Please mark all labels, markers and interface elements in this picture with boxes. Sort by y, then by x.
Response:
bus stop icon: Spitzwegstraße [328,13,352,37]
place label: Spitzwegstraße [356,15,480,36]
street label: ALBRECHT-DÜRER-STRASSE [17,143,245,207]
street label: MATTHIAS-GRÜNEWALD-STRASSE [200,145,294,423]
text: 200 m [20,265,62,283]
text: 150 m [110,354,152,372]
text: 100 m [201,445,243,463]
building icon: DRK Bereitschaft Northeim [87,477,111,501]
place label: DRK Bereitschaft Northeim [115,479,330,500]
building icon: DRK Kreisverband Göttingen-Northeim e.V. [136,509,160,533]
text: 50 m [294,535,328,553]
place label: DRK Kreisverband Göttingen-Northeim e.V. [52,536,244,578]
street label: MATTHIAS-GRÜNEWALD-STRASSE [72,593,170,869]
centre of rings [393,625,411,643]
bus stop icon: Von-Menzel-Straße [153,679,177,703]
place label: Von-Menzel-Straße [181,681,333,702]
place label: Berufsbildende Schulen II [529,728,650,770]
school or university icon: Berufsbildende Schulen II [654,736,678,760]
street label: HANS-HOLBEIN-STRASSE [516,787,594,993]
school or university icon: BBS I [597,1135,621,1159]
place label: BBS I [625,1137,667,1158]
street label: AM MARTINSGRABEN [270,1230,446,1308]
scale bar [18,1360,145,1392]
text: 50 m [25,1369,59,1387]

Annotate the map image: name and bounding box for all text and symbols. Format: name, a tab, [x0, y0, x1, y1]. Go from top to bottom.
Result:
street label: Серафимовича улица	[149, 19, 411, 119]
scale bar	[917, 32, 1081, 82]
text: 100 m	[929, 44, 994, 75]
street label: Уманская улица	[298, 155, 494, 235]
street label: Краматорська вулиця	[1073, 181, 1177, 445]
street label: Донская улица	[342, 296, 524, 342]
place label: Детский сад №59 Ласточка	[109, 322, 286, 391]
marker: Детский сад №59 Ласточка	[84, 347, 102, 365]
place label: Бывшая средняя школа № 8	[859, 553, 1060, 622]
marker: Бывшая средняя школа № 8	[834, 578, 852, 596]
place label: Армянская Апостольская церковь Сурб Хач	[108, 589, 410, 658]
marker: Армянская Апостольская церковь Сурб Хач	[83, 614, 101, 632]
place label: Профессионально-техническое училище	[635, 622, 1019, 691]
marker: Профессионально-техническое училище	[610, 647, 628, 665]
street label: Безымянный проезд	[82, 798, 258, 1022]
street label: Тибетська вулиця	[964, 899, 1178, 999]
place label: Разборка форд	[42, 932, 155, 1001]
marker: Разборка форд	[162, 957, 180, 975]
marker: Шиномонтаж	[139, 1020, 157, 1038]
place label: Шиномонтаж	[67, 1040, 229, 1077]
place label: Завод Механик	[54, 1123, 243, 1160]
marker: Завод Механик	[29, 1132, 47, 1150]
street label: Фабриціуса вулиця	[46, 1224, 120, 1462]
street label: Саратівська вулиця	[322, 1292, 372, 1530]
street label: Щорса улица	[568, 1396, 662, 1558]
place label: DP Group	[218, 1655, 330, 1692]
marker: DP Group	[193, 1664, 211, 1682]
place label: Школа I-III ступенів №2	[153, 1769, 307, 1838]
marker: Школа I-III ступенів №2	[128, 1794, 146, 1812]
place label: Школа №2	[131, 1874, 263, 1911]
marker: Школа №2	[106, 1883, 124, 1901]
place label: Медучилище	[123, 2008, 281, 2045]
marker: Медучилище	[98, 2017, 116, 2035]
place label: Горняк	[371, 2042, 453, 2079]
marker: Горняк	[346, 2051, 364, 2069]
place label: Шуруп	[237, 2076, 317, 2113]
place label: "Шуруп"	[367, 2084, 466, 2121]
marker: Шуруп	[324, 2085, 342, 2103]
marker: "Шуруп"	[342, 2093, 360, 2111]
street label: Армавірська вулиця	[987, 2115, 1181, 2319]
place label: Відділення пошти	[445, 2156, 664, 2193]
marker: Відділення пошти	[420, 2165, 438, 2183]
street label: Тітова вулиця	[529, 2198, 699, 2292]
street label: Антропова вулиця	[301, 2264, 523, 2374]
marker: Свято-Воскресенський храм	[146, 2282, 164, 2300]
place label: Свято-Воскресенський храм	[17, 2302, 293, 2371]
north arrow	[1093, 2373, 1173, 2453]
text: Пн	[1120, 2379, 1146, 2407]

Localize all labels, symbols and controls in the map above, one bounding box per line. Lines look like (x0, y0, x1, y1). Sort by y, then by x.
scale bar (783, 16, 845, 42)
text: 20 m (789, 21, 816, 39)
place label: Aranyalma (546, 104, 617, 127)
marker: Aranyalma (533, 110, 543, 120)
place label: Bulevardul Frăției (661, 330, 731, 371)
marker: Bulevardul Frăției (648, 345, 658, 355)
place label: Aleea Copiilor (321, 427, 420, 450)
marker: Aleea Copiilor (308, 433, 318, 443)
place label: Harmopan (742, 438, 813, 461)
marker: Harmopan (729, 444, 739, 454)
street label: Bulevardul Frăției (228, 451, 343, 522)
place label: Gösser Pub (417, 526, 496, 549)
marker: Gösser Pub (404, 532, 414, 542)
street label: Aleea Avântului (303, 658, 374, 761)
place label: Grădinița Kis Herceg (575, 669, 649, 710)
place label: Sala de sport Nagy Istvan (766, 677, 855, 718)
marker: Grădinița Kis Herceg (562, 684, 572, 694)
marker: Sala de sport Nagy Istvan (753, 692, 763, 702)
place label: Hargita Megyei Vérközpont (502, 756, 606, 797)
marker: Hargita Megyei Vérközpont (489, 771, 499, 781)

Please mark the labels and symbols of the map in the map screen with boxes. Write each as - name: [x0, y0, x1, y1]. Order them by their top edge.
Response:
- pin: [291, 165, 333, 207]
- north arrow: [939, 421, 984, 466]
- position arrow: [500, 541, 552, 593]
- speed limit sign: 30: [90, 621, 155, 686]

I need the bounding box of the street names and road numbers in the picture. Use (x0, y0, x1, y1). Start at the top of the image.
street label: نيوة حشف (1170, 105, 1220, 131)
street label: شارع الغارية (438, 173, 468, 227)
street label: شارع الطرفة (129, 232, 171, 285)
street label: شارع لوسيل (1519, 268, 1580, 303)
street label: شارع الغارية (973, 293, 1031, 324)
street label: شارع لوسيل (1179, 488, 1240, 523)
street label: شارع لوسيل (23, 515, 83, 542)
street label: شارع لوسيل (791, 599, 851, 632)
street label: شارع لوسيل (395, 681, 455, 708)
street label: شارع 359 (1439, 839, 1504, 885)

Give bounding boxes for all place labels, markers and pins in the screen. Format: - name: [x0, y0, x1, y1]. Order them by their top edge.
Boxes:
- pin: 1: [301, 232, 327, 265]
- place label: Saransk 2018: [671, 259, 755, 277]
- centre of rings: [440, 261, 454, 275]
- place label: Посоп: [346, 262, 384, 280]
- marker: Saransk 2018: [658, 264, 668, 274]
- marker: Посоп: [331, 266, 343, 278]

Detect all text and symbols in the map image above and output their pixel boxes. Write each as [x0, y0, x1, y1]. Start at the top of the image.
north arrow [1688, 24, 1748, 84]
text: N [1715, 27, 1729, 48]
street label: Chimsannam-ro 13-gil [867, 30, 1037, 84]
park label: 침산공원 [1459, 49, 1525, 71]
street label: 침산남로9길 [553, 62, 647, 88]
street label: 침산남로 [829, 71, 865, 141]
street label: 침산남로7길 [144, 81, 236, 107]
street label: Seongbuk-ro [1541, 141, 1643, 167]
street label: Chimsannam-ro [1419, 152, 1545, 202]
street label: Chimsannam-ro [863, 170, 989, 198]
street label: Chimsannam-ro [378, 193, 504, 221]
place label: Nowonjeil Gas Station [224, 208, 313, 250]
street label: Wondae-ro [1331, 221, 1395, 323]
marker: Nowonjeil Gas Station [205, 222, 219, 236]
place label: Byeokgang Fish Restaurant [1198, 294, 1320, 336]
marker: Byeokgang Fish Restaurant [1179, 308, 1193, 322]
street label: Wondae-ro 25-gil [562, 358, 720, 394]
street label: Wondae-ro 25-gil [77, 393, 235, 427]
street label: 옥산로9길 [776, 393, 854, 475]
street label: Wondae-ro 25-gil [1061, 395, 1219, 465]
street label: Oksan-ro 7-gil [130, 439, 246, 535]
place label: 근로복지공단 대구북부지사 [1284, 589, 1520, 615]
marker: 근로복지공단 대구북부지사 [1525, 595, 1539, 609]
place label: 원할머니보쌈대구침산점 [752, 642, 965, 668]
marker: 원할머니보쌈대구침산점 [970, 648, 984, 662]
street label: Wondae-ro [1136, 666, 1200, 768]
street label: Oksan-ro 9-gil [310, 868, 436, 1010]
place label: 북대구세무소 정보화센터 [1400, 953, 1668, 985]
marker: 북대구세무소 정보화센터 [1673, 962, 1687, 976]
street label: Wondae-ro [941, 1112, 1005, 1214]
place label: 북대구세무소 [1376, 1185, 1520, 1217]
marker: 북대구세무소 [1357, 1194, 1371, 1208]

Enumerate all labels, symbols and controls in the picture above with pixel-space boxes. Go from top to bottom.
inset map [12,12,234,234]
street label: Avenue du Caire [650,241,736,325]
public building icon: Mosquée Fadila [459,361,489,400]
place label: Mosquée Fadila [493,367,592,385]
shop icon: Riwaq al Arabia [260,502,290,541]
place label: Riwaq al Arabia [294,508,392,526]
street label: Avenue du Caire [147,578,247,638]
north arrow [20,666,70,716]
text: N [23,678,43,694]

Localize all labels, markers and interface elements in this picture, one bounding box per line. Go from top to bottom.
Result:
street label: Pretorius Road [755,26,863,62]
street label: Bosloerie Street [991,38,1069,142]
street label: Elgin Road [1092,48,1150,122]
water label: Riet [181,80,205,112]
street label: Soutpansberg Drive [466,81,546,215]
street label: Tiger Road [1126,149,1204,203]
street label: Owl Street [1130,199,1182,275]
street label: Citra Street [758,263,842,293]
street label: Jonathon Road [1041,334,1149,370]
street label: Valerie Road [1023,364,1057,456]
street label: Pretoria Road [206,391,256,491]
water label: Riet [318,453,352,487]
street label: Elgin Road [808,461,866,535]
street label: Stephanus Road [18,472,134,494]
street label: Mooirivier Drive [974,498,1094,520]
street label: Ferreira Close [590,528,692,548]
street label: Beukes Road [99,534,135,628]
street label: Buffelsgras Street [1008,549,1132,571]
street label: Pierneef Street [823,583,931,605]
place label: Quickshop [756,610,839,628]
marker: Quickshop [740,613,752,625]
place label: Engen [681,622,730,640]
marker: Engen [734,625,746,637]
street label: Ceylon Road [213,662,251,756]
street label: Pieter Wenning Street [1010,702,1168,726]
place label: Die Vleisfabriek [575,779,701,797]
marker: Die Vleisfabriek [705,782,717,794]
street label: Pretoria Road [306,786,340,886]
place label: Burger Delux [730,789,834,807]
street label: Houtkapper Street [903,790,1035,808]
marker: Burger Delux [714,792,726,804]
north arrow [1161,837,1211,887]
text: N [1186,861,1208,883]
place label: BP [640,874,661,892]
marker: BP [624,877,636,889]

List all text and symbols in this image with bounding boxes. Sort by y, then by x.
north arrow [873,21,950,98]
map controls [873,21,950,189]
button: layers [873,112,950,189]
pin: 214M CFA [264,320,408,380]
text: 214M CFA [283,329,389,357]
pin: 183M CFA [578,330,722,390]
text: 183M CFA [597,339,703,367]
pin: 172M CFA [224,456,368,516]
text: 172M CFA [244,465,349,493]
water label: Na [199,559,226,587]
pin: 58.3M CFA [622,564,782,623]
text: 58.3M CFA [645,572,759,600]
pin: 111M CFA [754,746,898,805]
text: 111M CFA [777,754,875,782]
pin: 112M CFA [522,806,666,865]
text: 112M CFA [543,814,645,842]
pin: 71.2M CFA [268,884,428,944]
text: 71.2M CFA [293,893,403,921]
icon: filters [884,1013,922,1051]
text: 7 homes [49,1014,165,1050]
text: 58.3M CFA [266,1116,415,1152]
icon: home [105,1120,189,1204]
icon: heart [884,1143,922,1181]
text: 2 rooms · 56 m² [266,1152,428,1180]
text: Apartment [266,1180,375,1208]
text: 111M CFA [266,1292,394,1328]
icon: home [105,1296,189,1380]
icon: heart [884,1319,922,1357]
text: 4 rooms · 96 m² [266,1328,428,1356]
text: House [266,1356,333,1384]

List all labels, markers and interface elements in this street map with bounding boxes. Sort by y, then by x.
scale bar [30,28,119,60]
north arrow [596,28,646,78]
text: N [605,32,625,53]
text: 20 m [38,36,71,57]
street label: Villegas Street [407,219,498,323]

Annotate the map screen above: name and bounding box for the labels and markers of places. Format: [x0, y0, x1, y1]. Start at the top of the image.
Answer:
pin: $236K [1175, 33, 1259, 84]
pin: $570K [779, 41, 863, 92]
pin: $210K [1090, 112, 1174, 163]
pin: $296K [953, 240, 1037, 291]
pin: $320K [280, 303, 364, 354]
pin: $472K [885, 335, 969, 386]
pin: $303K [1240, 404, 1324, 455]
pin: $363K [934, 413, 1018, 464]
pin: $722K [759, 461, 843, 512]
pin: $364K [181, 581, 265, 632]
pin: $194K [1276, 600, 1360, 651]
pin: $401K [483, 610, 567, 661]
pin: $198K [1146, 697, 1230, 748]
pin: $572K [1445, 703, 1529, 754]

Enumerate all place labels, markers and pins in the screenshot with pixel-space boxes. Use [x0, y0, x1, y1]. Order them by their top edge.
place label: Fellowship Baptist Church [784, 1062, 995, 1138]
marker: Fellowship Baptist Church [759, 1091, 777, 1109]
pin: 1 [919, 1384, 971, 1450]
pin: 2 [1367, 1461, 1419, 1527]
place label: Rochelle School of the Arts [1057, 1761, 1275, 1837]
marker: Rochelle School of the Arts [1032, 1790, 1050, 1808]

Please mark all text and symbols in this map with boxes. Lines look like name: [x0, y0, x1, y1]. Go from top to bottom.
---
Directions for this task
All lines of the records above that contain the word "Annotate" are to be copied out.

Solution below
Annotate the map image: name and bounding box for all text and symbols. Format: name, a tab, [x0, y0, x1, y1]. Go from top to bottom.
Annotate the map screen above: name and bounding box for the labels and markers of places. Format: [x0, y0, x1, y1]. Start at the top of the image.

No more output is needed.